Norwegian Review of LDN

Posted on Posted in Film Issues, Treatments

This is a Norwegian review of the use of low-dose naltrexone in various autoimmune conditions, including Crohn’s disease and ulcerative colitis.

Original article: http://tidsskriftet.no/article/2099398

Translated article: http://translate.google.com/translate?js=n&prev=_t&hl=en&ie=UTF-8&layout=2&eotf=1&sl=no&tl=en&u=http%3A%2F%2Ftidsskriftet.no%2Farticle%2F2099398&act=url

I once called a local compounding pharmacy to ask if it’s possible that pharmaceutical companies could pick up LDN, repatent it and hike up the price to profit from it’s wide spread use. The pharmacist I spoke with said absolutely, it happens all the time and it can be beneficial for patients because it can get promoted more, they learn about it sooner and see benefit.

But the following quote from the article in the final “Talk” section makes me see that this might not happen.

The pharmaceutical industry seems to have little interest in investigating the effect of low dose naltrexone, probably because the patent has expired. The treatment is most likely in conditions where the so-called biological drugs may be appropriate. Such drugs are very expensive…

That is a frickin’ excellent point! The companies that have developed biologic drugs have invested millions (I’m assuming, haven’t researched) of dollars into the development and marketing of their biologic drugs. To abandon that freight train and switch to LDN will hurt them economically.
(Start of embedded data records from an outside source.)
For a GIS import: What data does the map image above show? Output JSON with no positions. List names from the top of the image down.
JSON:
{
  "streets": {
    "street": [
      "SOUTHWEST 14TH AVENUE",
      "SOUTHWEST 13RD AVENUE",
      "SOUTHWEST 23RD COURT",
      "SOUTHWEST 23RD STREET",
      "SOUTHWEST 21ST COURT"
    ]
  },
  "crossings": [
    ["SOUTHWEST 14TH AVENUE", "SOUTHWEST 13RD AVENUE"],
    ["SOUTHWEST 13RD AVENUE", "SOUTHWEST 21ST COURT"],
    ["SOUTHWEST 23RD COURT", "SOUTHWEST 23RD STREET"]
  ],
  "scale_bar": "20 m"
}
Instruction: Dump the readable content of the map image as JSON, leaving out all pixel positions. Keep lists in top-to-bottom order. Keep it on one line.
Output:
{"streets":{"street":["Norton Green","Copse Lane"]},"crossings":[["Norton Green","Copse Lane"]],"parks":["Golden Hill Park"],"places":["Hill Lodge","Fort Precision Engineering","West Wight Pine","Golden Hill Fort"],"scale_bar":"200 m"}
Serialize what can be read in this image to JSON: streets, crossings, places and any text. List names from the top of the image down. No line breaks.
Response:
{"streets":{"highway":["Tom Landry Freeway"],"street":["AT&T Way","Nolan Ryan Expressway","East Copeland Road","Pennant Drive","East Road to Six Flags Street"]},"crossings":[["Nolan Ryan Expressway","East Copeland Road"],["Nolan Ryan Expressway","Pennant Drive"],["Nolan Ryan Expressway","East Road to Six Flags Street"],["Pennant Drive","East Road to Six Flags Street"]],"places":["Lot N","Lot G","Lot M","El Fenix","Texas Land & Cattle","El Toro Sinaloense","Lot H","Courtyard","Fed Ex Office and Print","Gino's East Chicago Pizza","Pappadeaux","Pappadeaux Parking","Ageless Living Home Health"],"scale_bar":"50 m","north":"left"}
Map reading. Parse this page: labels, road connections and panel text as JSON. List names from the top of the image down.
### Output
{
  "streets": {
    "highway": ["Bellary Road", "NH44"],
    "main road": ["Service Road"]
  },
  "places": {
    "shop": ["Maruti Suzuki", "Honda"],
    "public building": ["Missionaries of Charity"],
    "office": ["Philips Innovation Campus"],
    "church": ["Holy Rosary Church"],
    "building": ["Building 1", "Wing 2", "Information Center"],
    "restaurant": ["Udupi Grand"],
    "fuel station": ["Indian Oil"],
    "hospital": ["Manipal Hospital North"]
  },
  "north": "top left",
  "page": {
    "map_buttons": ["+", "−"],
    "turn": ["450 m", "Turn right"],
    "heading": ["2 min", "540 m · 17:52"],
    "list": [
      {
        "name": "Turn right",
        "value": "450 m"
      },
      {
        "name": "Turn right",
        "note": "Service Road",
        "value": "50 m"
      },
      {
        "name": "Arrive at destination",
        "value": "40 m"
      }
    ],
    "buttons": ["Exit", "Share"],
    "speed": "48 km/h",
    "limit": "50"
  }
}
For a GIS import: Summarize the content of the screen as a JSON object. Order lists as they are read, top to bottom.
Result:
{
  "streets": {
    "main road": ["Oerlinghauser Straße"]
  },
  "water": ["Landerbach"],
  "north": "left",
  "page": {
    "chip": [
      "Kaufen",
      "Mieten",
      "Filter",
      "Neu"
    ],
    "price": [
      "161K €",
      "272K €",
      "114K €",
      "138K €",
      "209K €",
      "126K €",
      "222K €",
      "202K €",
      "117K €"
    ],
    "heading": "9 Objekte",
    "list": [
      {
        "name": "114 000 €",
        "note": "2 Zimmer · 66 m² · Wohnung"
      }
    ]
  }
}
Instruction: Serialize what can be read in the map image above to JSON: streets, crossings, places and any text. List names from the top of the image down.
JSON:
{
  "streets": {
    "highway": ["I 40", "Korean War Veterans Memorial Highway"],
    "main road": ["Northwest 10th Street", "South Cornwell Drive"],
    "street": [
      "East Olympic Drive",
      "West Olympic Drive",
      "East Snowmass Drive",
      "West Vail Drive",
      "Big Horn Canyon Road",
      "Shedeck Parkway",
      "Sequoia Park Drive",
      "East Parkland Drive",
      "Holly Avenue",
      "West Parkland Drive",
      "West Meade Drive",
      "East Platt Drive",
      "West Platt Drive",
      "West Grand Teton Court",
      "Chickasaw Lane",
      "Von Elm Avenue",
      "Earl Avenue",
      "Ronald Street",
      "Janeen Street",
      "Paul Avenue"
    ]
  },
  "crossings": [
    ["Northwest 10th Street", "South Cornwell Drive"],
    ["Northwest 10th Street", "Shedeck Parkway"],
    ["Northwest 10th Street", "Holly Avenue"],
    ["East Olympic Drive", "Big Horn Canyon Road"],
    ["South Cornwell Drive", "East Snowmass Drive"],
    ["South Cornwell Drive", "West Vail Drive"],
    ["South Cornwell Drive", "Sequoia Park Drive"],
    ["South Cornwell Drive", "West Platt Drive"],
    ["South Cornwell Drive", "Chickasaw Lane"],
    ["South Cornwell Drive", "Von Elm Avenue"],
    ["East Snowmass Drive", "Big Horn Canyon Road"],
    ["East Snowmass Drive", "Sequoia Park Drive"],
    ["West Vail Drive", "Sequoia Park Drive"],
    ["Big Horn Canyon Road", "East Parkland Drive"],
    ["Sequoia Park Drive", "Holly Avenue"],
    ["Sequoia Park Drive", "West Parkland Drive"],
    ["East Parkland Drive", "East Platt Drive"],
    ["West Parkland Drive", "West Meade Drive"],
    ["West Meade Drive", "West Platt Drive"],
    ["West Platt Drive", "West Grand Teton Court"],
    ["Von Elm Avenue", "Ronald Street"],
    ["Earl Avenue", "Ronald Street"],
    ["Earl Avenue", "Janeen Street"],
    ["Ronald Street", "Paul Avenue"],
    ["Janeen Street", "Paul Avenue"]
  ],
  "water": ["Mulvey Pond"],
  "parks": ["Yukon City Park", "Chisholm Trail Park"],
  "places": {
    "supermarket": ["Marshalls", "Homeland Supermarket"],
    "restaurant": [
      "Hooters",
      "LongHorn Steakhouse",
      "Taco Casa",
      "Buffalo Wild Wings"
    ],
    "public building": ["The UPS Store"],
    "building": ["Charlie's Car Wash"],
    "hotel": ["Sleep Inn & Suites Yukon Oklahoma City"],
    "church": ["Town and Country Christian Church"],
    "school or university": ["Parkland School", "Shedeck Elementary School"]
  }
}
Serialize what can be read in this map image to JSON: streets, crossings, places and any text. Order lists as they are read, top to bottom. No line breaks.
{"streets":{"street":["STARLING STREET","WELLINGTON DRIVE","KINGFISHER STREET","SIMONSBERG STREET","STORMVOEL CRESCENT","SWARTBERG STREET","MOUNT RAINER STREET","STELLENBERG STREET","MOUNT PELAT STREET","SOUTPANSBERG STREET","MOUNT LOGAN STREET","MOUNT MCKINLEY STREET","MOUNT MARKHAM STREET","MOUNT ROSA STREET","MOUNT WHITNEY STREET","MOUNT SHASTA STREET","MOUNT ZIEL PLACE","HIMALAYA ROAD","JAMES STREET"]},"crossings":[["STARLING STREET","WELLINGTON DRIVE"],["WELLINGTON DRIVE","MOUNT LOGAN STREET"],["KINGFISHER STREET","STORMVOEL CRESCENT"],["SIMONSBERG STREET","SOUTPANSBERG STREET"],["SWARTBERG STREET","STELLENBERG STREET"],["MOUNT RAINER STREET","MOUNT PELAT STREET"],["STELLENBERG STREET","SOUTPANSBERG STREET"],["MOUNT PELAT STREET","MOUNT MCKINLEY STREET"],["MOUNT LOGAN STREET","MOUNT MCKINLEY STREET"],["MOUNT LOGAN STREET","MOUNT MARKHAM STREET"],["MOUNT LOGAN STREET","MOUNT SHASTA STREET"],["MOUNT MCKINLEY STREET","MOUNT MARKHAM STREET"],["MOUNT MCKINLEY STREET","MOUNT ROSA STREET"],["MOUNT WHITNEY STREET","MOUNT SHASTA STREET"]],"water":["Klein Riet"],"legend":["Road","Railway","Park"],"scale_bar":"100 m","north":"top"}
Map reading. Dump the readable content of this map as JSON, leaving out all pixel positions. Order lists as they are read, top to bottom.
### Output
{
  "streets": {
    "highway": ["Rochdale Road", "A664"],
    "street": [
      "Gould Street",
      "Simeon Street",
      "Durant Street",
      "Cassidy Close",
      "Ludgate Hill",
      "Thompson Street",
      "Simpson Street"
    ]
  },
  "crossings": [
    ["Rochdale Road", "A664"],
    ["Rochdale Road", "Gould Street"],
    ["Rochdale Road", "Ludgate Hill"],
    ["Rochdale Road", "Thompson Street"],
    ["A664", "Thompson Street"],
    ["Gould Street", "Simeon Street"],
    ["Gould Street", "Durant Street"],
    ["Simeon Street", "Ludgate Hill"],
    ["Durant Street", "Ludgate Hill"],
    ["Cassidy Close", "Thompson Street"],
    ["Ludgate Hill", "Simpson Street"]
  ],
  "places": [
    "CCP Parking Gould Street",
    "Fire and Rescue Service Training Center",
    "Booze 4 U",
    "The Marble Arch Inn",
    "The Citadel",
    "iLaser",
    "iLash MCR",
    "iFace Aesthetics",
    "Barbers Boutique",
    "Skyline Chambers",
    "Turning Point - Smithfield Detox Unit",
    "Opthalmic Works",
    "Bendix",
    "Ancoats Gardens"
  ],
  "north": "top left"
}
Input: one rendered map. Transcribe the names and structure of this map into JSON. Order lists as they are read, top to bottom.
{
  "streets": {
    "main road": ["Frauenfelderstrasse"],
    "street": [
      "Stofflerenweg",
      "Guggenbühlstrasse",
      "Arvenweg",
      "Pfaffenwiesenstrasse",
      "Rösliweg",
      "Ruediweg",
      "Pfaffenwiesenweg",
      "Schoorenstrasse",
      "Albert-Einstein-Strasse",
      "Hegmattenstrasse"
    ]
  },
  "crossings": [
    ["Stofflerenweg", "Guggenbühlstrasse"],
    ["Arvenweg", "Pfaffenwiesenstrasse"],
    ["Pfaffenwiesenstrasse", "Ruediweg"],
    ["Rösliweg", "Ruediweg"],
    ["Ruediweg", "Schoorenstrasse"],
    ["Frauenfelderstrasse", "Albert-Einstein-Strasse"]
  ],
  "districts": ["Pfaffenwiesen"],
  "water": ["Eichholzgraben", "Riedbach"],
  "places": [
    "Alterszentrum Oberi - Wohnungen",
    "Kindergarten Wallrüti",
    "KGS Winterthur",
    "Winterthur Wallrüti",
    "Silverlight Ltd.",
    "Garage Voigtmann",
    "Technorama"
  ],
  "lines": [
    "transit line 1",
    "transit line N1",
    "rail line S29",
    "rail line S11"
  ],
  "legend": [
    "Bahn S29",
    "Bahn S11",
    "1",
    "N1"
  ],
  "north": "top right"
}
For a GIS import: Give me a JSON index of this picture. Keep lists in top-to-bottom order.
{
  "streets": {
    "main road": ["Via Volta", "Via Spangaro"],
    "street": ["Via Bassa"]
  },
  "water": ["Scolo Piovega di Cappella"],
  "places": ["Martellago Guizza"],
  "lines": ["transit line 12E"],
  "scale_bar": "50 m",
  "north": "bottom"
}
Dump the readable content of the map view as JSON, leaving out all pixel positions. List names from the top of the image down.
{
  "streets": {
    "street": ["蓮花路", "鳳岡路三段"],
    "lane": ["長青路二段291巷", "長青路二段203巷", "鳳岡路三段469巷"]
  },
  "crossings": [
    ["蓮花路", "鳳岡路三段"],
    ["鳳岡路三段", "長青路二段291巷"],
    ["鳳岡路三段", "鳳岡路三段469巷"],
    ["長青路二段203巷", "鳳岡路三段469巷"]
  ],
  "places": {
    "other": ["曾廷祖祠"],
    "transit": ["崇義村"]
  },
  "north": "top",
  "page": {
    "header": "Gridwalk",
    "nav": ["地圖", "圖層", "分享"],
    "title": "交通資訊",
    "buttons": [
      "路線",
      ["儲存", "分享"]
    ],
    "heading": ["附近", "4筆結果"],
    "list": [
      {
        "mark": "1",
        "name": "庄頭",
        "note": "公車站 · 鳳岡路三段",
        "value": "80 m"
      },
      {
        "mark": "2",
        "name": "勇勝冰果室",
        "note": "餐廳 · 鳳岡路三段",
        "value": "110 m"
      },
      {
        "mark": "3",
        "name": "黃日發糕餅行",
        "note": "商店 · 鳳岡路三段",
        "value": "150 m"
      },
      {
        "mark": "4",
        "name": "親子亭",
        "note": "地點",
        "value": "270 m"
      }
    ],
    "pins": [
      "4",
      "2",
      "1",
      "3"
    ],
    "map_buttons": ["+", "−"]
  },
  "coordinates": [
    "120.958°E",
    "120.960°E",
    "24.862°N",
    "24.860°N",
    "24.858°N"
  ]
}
But even more important is that the biologic drugs are expensive, and even if they hike up the price of LDN, they probably won’t be able to match the price of their biologics, so they still will want to use the biologics for profit potential.

… and can be associated with several serious side effects. If naltrexone in low doses proved to be effective, it is conceivable that the use of several of the most expensive drugs can be reduced for some patients. Such potential savings should encourage research in the direction of the public.

It’s rare to see such a clear cut statement like that in a medical article or study, not sure why it is, perhaps it has to do with funding.